It was exactly the kind of tournament nightmare USC had hoped to avoid. The good news, though, is that it came in the conference tournament and not the NCAA Tournament.
The Trojans lost to Oregon State, 56-48, in the first round of the Pac-12 Women’s Basketball Tournament in Las Vegas on Wednesday night. If you know anything about USC women’s hoops, you know the Trojans play great defense. They don’t usually send opponents to the foul line. They also struggle to score.
Therefore, if you were to imagine a worst-case scenario for USC in the one-and-done, single-elimination context of March tournament basketball, it would go something like this:
USC’s erratic offense failed to produce consistently good looks at the basket and endured several prolonged droughts.

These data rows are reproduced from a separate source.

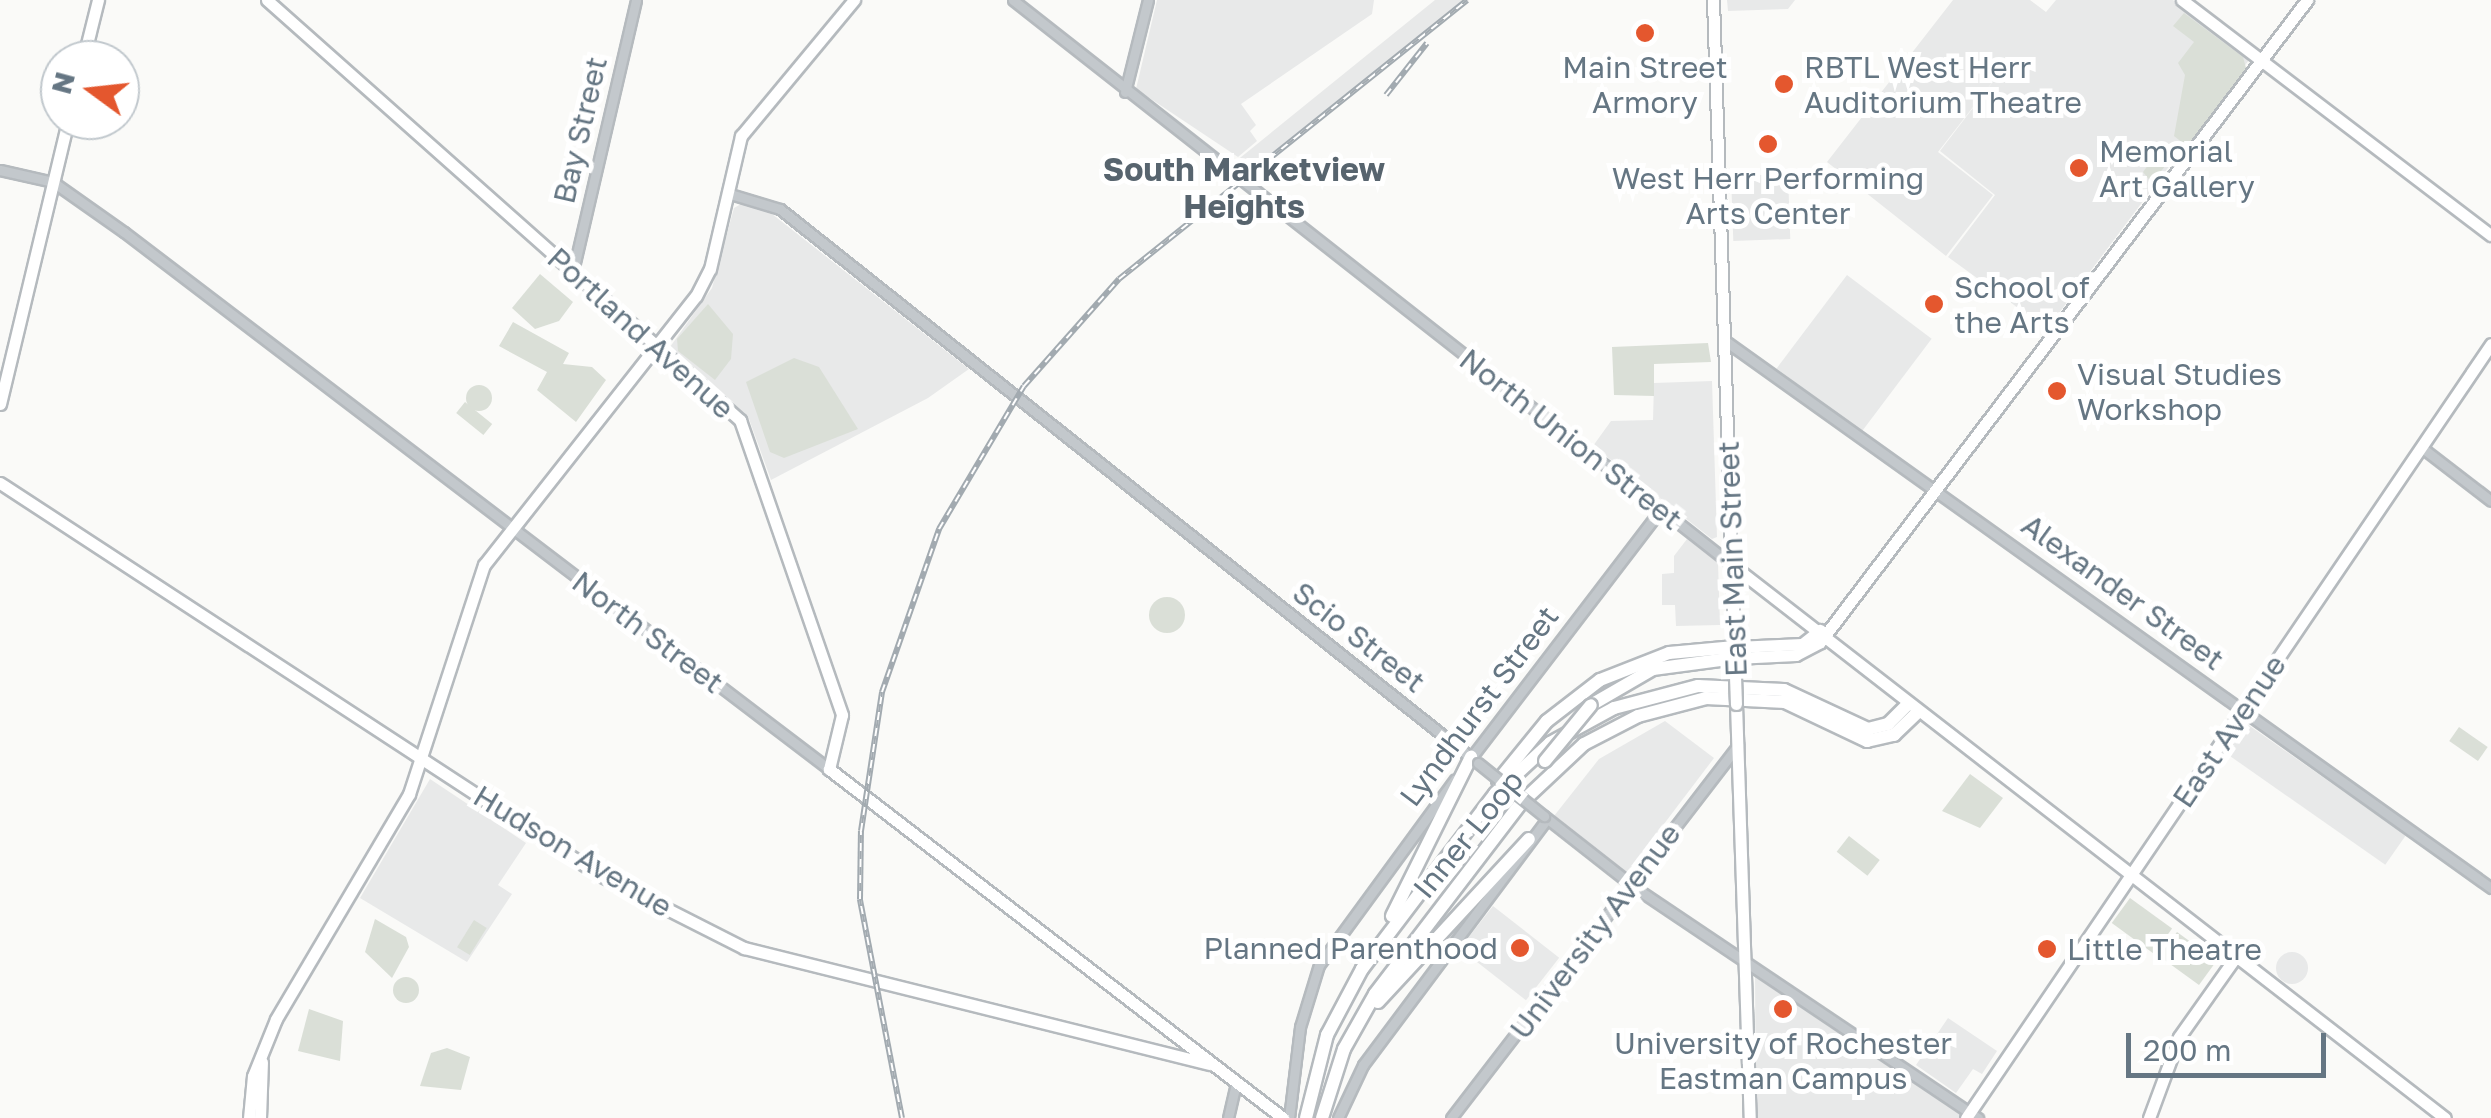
<!DOCTYPE html>
<style>
body{margin:0}
#map{position:relative;width:2491px;height:1118px;overflow:hidden;background:#fafaf8;font-family:"Golos Text",sans-serif}
div>[style]{position:absolute}
.built>*{inset:0;background:#e8e9e9;transform-origin:0 0}
.round{border-radius:50%}
.green>*{inset:0;background:#dadfd7;transform-origin:0 0}
.roads{filter:drop-shadow(2px 0 #b5babe) drop-shadow(-2px 0 #b5babe) drop-shadow(0 2px #b5babe) drop-shadow(0 -2px #b5babe)}
.minor>*{height:9px;margin:-4.5px;padding:0 4.5px;transform-origin:4.5px;border-radius:4.5px;background:#c3c8cc}
.major>*{height:11px;margin:-5.5px;padding:0 5.5px;transform-origin:5.5px;border-radius:5.5px;background:#fff}
.highway>*{height:12px;margin:-6px;padding:0 6px;transform-origin:6px;border-radius:6px;background:#fff}
.rail>*{height:6px;margin-top:-3px;transform-origin:0;background:repeating-linear-gradient(90deg,#fff 0 8px,#a2aab0 0 16px);box-sizing:border-box;border-block:2px solid #a2aab0}
.bridges{filter:drop-shadow(2px 0 #b5babe) drop-shadow(-2px 0 #b5babe) drop-shadow(0 2px #b5babe) drop-shadow(0 -2px #b5babe)}
.minor-bridge>*{height:9px;margin:-4.5px;padding:0 4.5px;transform-origin:4.5px;border-radius:4.5px;background:#c3c8cc}
.major-bridge>*{height:11px;margin:-5.5px;padding:0 5.5px;transform-origin:5.5px;border-radius:5.5px;background:#fff}
.highway-bridge>*{height:12px;margin:-6px;padding:0 6px;transform-origin:6px;border-radius:6px;background:#fff}
.dots>*{width:28px;height:28px;translate:-50% -50%;box-sizing:border-box;border:5px solid #fff;border-radius:50%}
span{translate:-50% -50%;white-space:nowrap;text-align:center;line-height:1.15;-webkit-text-stroke:10px #fff;paint-order:stroke}
.poi-label{font-size:30px;color:#657683}
.left{translate:0 -50%;text-align:left}
.right{translate:-100% -50%;text-align:right}
.street-label{font-size:30px;color:#657683}
.neighbourhood-label{font-size:32px;color:#57646e;font-weight:700}
.north{position:absolute;left:40px;top:40px;width:100px;height:100px;box-sizing:border-box;background:#fff;border:2px solid #c1c8cd;border-radius:50%;rotate:285deg;font-size:28px;font-weight:700;line-height:40px;text-align:center;color:#657683}
.north::after{content:'';display:block;margin:auto;width:35px;height:45px;background:#e4572e;clip-path:polygon(50% 0,100% 100%,50% 72%,0 100%)}
.scale{position:absolute;left:2126px;top:1033px;width:200px;height:45px;box-sizing:border-box;border:5px solid #657683;border-top:0;padding-left:12px;font-size:30px;line-height:35px;white-space:nowrap;color:#657683;-webkit-text-stroke:8px #fff;paint-order:stroke}
</style>
<div id="map">
<div class="built">
<i style="clip-path:polygon(1157px 0,1374px 0,1372px 14px,1241px 104px,1256px 125px,1250px 131px,1257px 141px,1238px 157px,1136px 89px)"></i>
<i style="clip-path:polygon(1435px 0,1469px 0,1236px 182px,1230px 166px)"></i>
<i style="clip-path:polygon(1727px 0,1795px 0,1788px 9px,1728px 11px)"></i>
<i style="clip-path:polygon(1953px 0,2030px 0,2046px 12px,2056px 0,2173px 0,2249px 60px,2047px 329px,1948px 257px,1995px 195px,1940px 151px,2005px 66px,1938px 152px,1993px 195px,1946px 256px,1827px 162px)"></i>
<i style="left:1788px;top:174px;width:65px;height:57px;rotate:88deg"></i>
<i style="clip-path:polygon(741px 204px,772px 214px,969px 369px,928px 398px,771px 480px,749px 419px,670px 347px,712px 288px,734px 208px)"></i>
<i style="left:1847px;top:275px;width:106px;height:117px;rotate:37deg"></i>
<i style="clip-path:polygon(1712px 381px,1717px 537px,1712px 539px,1593px 446px,1611px 421px,1653px 420px,1654px 383px)"></i>
<i style="clip-path:polygon(1687px 539px,1718px 563px,1720px 625px,1676px 626px,1675px 605px,1662px 605px,1662px 574px,1674px 573px,1674px 556px)"></i>
<i style="clip-path:polygon(1665px 721px,1714px 758px,1626px 874px,1554px 816px,1599px 759px)"></i>
<i style="left:2247px;top:724px;width:194px;height:36px;rotate:35deg"></i>
<i style="clip-path:polygon(430px 779px,526px 843px,498px 885px,512px 894px,467px 962px,360px 898px)"></i>
<i style="left:1493px;top:906px;width:84px;height:54px;rotate:38deg"></i>
<i class="round" style="left:2276px;top:952px;width:32px;height:32px"></i>
<i style="clip-path:polygon(1755px 970px,1966px 1113px,1963px 1118px,1756px 1118px)"></i>
<i style="clip-path:polygon(1948px 1018px,1997px 1051px,1982px 1074px,1973px 1069px,1956px 1093px,1916px 1065px)"></i>
</div>
<div class="green">
<i style="clip-path:polygon(2184px 13px,2243px 57px,2246px 68px,2188px 147px,2174px 136px,2185px 75px,2178px 63px,2194px 42px,2173px 26px)"></i>
<i style="clip-path:polygon(2165px 142px,2179px 148px,2152px 183px,2143px 172px)"></i>
<i style="clip-path:polygon(540px 274px,573px 302px,559px 321px,535px 329px,512px 308px)"></i>
<i style="clip-path:polygon(708px 304px,733px 334px,731px 359px,715px 380px,678px 351px,677px 339px)"></i>
<i style="clip-path:polygon(513px 322px,569px 353px,563px 364px,592px 367px,606px 380px,576px 422px,537px 390px,547px 372px,499px 346px)"></i>
<i style="clip-path:polygon(1708px 343px,1711px 362px,1654px 364px,1654px 396px,1614px 395px,1612px 347px)"></i>
<i style="clip-path:polygon(794px 358px,819px 367px,858px 429px,784px 458px,770px 452px,746px 382px)"></i>
<i class="round" style="left:466px;top:385px;width:26px;height:26px"></i>
<i style="left:465px;top:402px;width:35px;height:14px;rotate:39deg"></i>
<i class="round" style="left:1149px;top:597px;width:36px;height:36px"></i>
<i style="left:2459px;top:727px;width:35px;height:17px;rotate:35deg"></i>
<i style="clip-path:polygon(1970px 774px,2003px 798px,1980px 828px,1942px 811px)"></i>
<i style="left:1849px;top:836px;width:39px;height:20px;rotate:38deg"></i>
<i style="left:2130px;top:898px;width:52px;height:31px;rotate:36deg"></i>
<i style="clip-path:polygon(375px 919px,406px 937px,409px 947px,392px 978px,365px 952px)"></i>
<i style="left:474px;top:920px;width:15px;height:32px;rotate:32deg"></i>
<i style="left:2177px;top:932px;width:49px;height:30px;rotate:36deg"></i>
<i class="round" style="left:393px;top:977px;width:26px;height:26px"></i>
<i style="clip-path:polygon(309px 1009px,343px 1021px,340px 1061px,298px 1051px)"></i>
<i style="clip-path:polygon(447px 1048px,470px 1057px,461px 1090px,420px 1086px,431px 1053px)"></i>
</div>
<div class="roads">
<div class="minor">
<i style="left:1013px;top:0;width:914px;rotate:38.16deg"></i>
<i style="left:1125px;top:92px;width:95px;rotate:-76deg"></i>
<i style="left:0;top:170px;width:54px;rotate:12.8deg"></i>
<i style="left:53px;top:182px;width:87px;rotate:35.2deg"></i>
<i style="left:124px;top:232px;width:886px;rotate:37.3deg"></i>
<i style="left:727px;top:193px;width:55px;rotate:16.8deg"></i>
<i style="left:780px;top:209px;width:886px;rotate:38.45deg"></i>
<i style="left:573px;top:271px;width:278px;rotate:-76.9deg"></i>
<i style="left:1724px;top:340px;width:943px;rotate:35.54deg"></i>
<i style="left:2421px;top:447px;width:88px;rotate:37.6deg"></i>
<i style="left:1470px;top:759px;width:315px;rotate:-52.6deg"></i>
<i style="left:1544px;top:816px;width:118px;rotate:38.1deg"></i>
<i style="left:1637px;top:889px;width:411px;rotate:33.9deg"></i>
<i style="left:1228px;top:1118px;width:37px;rotate:-77deg"></i>
<i style="left:1289px;top:1118px;width:92px;rotate:-83.1deg"></i>
<i style="left:1300px;top:1027px;width:65px;rotate:-73deg"></i>
<i style="left:1319px;top:965px;width:230px;rotate:-53.8deg"></i>
<i style="left:1338px;top:1118px;width:59px;rotate:-64.7deg"></i>
<i style="left:1363px;top:1065px;width:307px;rotate:-53.2deg"></i>
<i style="left:1451px;top:1118px;width:471px;rotate:-52.4deg"></i>
</div>
<div class="major">
<i style="left:267px;top:0;width:633px;rotate:41.6deg"></i>
<i style="left:740px;top:420px;width:312px;rotate:70.9deg"></i>
<i style="left:842px;top:715px;width:56px;rotate:103.5deg"></i>
<i style="left:829px;top:769px;width:573px;rotate:37.55deg"></i>
<i style="left:1713px;top:0;width:676px;rotate:88.14deg"></i>
<i style="left:2182px;top:0;width:388px;rotate:37.3deg"></i>
<i style="left:83px;top:60px;width:62px;rotate:-76deg"></i>
<i style="left:0;top:404px;width:292px;rotate:-76.5deg"></i>
<i style="left:0;top:483px;width:714px;rotate:33.18deg"></i>
<i style="left:598px;top:874px;width:164px;rotate:26.9deg"></i>
<i style="left:744px;top:948px;width:480px;rotate:14deg"></i>
<i style="left:1732px;top:565px;width:902px;rotate:37.8deg"></i>
<i style="left:1735px;top:647px;width:67px;rotate:-2.6deg"></i>
<i style="left:1802px;top:644px;width:23px;rotate:-38deg"></i>
<i style="left:1735px;top:658px;width:61px;rotate:-2.8deg"></i>
<i style="left:1796px;top:655px;width:27px;rotate:-28deg"></i>
<i style="left:1820px;top:642px;width:806px;rotate:-52.82deg"></i>
<i style="left:1736px;top:704px;width:414px;rotate:88.1deg"></i>
<i style="left:249px;top:1118px;width:42px;rotate:-84.6deg"></i>
<i style="left:253px;top:1076px;width:61px;rotate:-68deg"></i>
<i style="left:276px;top:1019px;width:261px;rotate:-59.4deg"></i>
<i style="left:409px;top:794px;width:241px;rotate:-71.9deg"></i>
<i style="left:484px;top:565px;width:342px;rotate:-51.8deg"></i>
<i style="left:696px;top:296px;width:30px;rotate:-63deg"></i>
<i style="left:710px;top:269px;width:137px;rotate:-76.9deg"></i>
<i style="left:741px;top:136px;width:177px;rotate:-50.3deg"></i>
<i style="left:260px;top:1118px;width:56px;rotate:-88deg"></i>
<i style="left:1966px;top:1118px;width:935px;rotate:-55.85deg"></i>
<i style="left:2149px;top:1118px;width:86px;rotate:-69.7deg"></i>
<i style="left:2179px;top:1037px;width:97px;rotate:-54.7deg"></i>
</div>
<div class="highway">
<i style="left:1591px;top:705px;width:72px;rotate:-30.1deg"></i>
<i style="left:1653px;top:669px;width:83px;rotate:-7.6deg"></i>
<i style="left:1498px;top:781px;width:77px;rotate:-50.8deg"></i>
<i style="left:1547px;top:721px;width:67px;rotate:-37.7deg"></i>
<i style="left:1600px;top:680px;width:74px;rotate:-21.4deg"></i>
<i style="left:1669px;top:653px;width:66px;rotate:-5.2deg"></i>
<i style="left:1392px;top:916px;width:178px;rotate:-63.6deg"></i>
<i style="left:1378px;top:1002px;width:222px;rotate:-47.2deg"></i>
<i style="left:1306px;top:1118px;width:86px;rotate:-75.8deg"></i>
<i style="left:1327px;top:1035px;width:75px;rotate:-62.1deg"></i>
<i style="left:1362px;top:969px;width:220px;rotate:-52.8deg"></i>
<i style="left:1495px;top:794px;width:75px;rotate:-42.8deg"></i>
<i style="left:1550px;top:743px;width:73px;rotate:-28.7deg"></i>
<i style="left:1614px;top:708px;width:87px;rotate:-14.7deg"></i>
<i style="left:1698px;top:686px;width:86px;rotate:2.7deg"></i>
<i style="left:1784px;top:690px;width:93px;rotate:24.9deg"></i>
<i style="left:1868px;top:729px;width:21px;rotate:-14deg"></i>
<i style="left:1888px;top:724px;width:28px;rotate:-45deg"></i>
<i style="left:1322px;top:1118px;width:72px;rotate:-72.3deg"></i>
<i style="left:1344px;top:1049px;width:63px;rotate:-60.6deg"></i>
<i style="left:1375px;top:994px;width:242px;rotate:-52.6deg"></i>
<i style="left:1522px;top:802px;width:85px;rotate:-43.1deg"></i>
<i style="left:1584px;top:744px;width:61px;rotate:-27.4deg"></i>
<i style="left:1638px;top:716px;width:70px;rotate:-14.8deg"></i>
<i style="left:1706px;top:698px;width:79px;rotate:2.9deg"></i>
<i style="left:1785px;top:702px;width:91px;rotate:25.4deg"></i>
<i style="left:1867px;top:741px;width:28px;rotate:-13deg"></i>
<i style="left:1894px;top:735px;width:33px;rotate:-44deg"></i>
</div>
</div>
<div class="rail">
<i style="left:1386px;top:95px;width:66px;rotate:-51.7deg"></i>
<i style="left:902px;top:1118px;width:223px;rotate:-100.9deg"></i>
<i style="left:860px;top:899px;width:68px;rotate:-89.2deg"></i>
<i style="left:861px;top:831px;width:141px;rotate:-81.4deg"></i>
<i style="left:882px;top:692px;width:173px;rotate:-70.7deg"></i>
<i style="left:939px;top:529px;width:166px;rotate:-59.3deg"></i>
<i style="left:1024px;top:386px;width:143px;rotate:-48.4deg"></i>
<i style="left:1119px;top:279px;width:446px;rotate:-38.7deg"></i>
</div>
<div class="bridges">
<div class="minor-bridge">
<i style="left:1478px;top:763px;width:85px;rotate:38.8deg"></i>
</div>
<div class="major-bridge">
<i style="left:1735px;top:676px;width:28px;rotate:88deg"></i>
</div>
<div class="highway-bridge">
<i style="left:1545px;top:761px;width:72px;rotate:-50.6deg"></i>
</div>
</div>
<div class="dots">
<i style="left:1645px;top:33px;background:#e4572e"></i>
<i style="left:1784px;top:84px;background:#e4572e"></i>
<i style="left:1768px;top:144px;background:#e4572e"></i>
<i style="left:2079px;top:168px;background:#e4572e"></i>
<i style="left:1934px;top:304px;background:#e4572e"></i>
<i style="left:2057px;top:391px;background:#e4572e"></i>
<i style="left:1520px;top:948px;background:#e4572e"></i>
<i style="left:2047px;top:949px;background:#e4572e"></i>
<i style="left:1783px;top:1009px;background:#e4572e"></i>
</div>
<div class="poi-label">
<span style="left:1645px;top:84px">Main Street<br>Armory</span>
<span class="left" style="left:1804px;top:84px">RBTL West Herr<br>Auditorium Theatre</span>
<span class="left" style="left:2099px;top:168px">Memorial<br>Art Gallery</span>
<span style="left:1768px;top:195px">West Herr Performing<br>Arts Center</span>
<span class="left" style="left:1954px;top:304px">School of<br>the Arts</span>
<span class="left" style="left:2077px;top:391px">Visual Studies<br>Workshop</span>
<span class="right" style="left:1498px;top:948px">Planned Parenthood</span>
<span class="left" style="left:2067px;top:949px">Little Theatre</span>
<span style="left:1783px;top:1060px">University of Rochester<br>Eastman Campus</span>
</div>
<div class="street-label">
<span style="left:580px;top:130px;rotate:-77deg">Bay Street</span>
<span style="left:641px;top:333px;rotate:42deg">Portland Avenue</span>
<span style="left:1571px;top:439px;rotate:38deg">North Union Street</span>
<span style="left:1732px;top:559px;rotate:-92deg">East Main Street</span>
<span style="left:2123px;top:592px;rotate:36deg">Alexander Street</span>
<span style="left:648px;top:632px;rotate:37deg">North Street</span>
<span style="left:1359px;top:637px;rotate:38deg">Scio Street</span>
<span style="left:1479px;top:706px;rotate:-53deg">Lyndhurst Street</span>
<span style="left:2229px;top:731px;rotate:-56deg">East Avenue</span>
<span style="left:1468px;top:834px;rotate:-51deg">Inner Loop</span>
<span style="left:573px;top:851px;rotate:31deg">Hudson Avenue</span>
<span style="left:1595px;top:931px;rotate:-53deg">University Avenue</span>
</div>
<div class="neighbourhood-label">
<span style="left:1244px;top:188px">South Marketview<br>Heights</span>
</div>
<div class="north">N</div>
<div class="scale">200 m</div>
</div>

USC panicked under tournament pressure and didn’t handle big moments well, in marked contrast to the balance of the regular season.
USC’s “defend without fouling” formula on defense was undermined by a tight whistle in a tournament setting, and by a lack of attention to detail.
All of those descriptions actually applied to USC’s loss versus Oregon State, which sends the Trojans home and gives them two weeks to work on their limitations before the NCAA Tournament begins.
In tournament basketball, great defensive teams hope they aren’t constrained by a tight whistle. It’s not a case of bad officiating so much as a certain standard of officiating catching a team by surprise.
USC allowed just five free throw attempts to Oregon State in the first three quarters. It’s why the Trojans had a three-point lead after three quarters despite shooting under 35 percent. However, in the fourth quarter, Oregon State made 15 free throws. The Trojans didn’t allow many field goals. The Beavers made a parade to the foul line and won the game there. For the game, they were plus-14 in points scored on foul shots (19-5).
USC defensive stopper Rayah Marshall fouled out with 1:53 left on a hand-checking foul. Technically, according to the rule, the foul was legitimate and could have been called. However, a lot of those kinds of fouls aren’t called during games and weren’t called in the first three quarters of this particular game.
The lesson, though, for Marshall and USC: Don’t hand-check and give the referee a valid reason to make the call. The Trojans saw how a failure to adjust to the style of officiating can bring them down in a single-elimination situation.
Meanwhile, the Trojans shot just 29 percent from the field, with Destiny Littleton and Okako Adika combining to hit just 4 of 20 3-point shots. USC committed 15 turnovers and gave away entirely too many possessions on a night when the Trojans suffered several crippling scoring droughts.
All these failures occurred in a single-elimination tournament. The Trojans simply can’t continue to play with fire. They got burned.